# Question about Mozart k466 concerto 3rd movement theme and Beethoven



## pianolearnerstride (Dec 17, 2014)

Can someone tell me what Beethoven piano sonata has a very similar theme to the main theme of this concerto 3rd movement:






You can hear it at 24:40


----------



## trazom (Apr 13, 2009)

sounds like a Mannheim rocket. maybe you're referring to the first movement of Beethoven's first piano sonata? 



 if not that, there's also the last movement of Beethoven's second piano sonata. https://www.youtube.com/watch?feature=player_detailpage&v=vBHiIQGub-k#t=1117


----------



## KenOC (Mar 7, 2011)

Not sonatas, but the opening of the finale of Mozart's 40th Symphony and the scherzo of Beethoven's 5th symphony both use the same thing. Not uncommon!


----------



## EdwardBast (Nov 25, 2013)

KenOC said:


> Not sonatas, but the opening of the finale of Mozart's 40th Symphony and the scherzo of Beethoven's 5th symphony both use the same thing. Not uncommon!


The finale of Mozart's 40th was what I thought of too.


----------



## KenOC (Mar 7, 2011)

Funny story -- the opening of the scherzo to Beethoven's 5th uses exactly the same notes (transposed) and intervals as the opening of the finale of Mozart's 40th. Hard to notice because the effects are so different.
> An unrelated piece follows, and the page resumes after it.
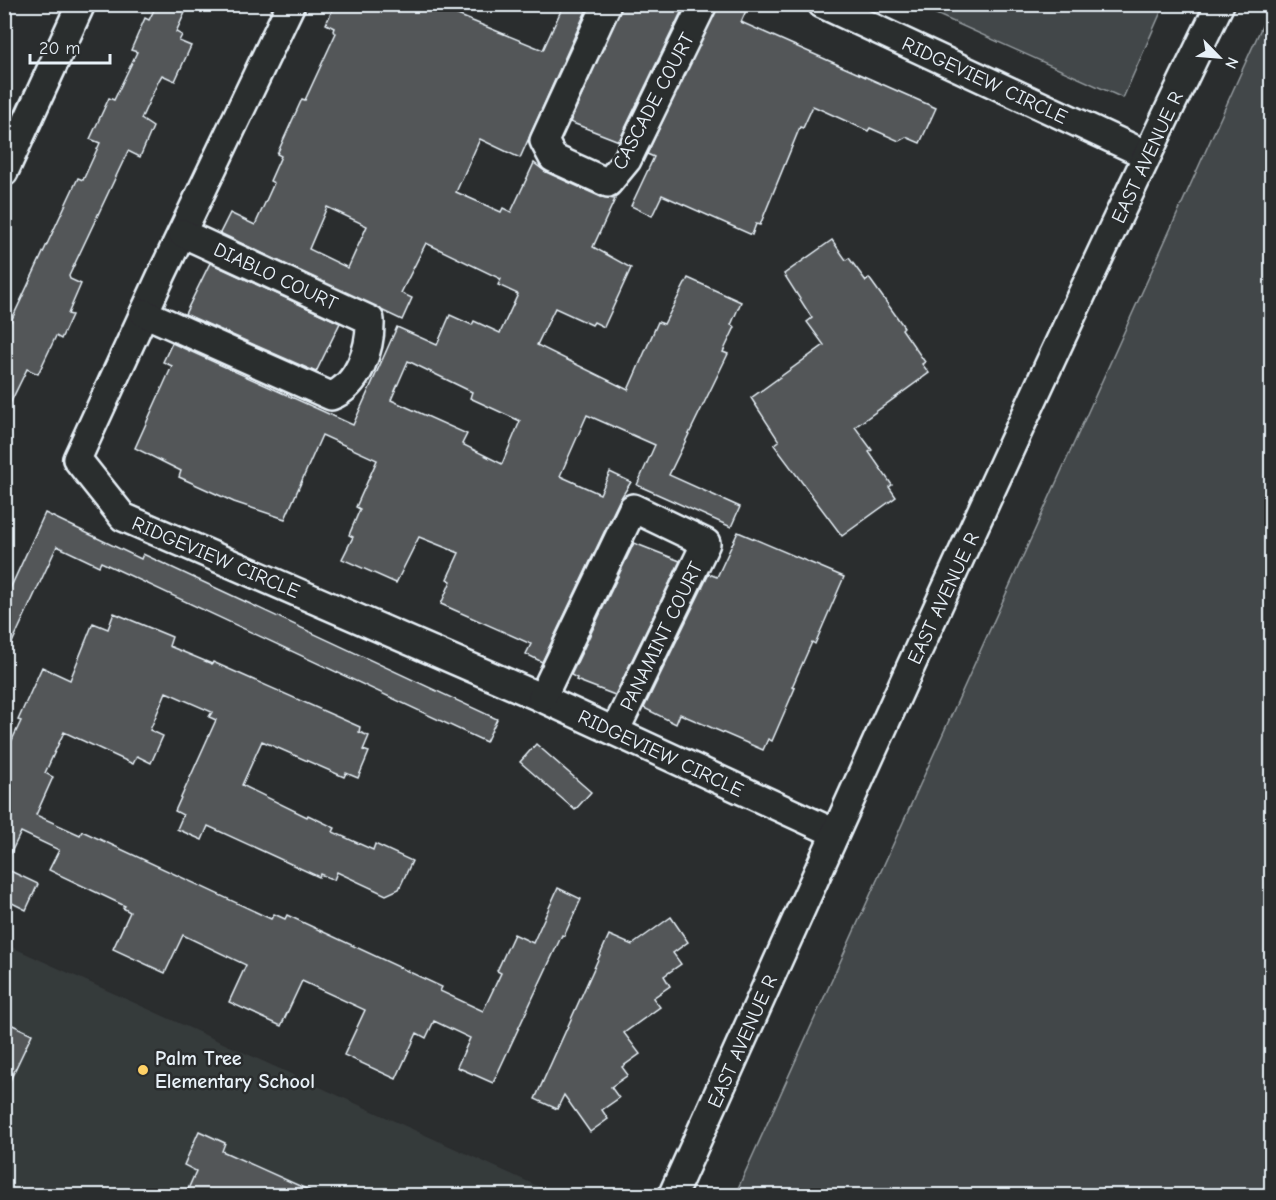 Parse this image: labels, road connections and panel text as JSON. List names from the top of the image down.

But Sir George Grove observed, back in 1896, that Beethoven copied the two themes down, facing each other, in one of his sketchbooks. Not much escaped Ludwig!


----------



## violadude (May 2, 2011)

The first thing that came to my mind was the main theme of the 24th piano sonata, first movement.






Starts at 0:53


----------



## pianolearnerstride (Dec 17, 2014)

I apologize for this thread. I just found out what I was thinking of wasn't a Beethoven piano sonata, but Mozart's F major piano sonata:






What I was thinking of starts at 0:31


----------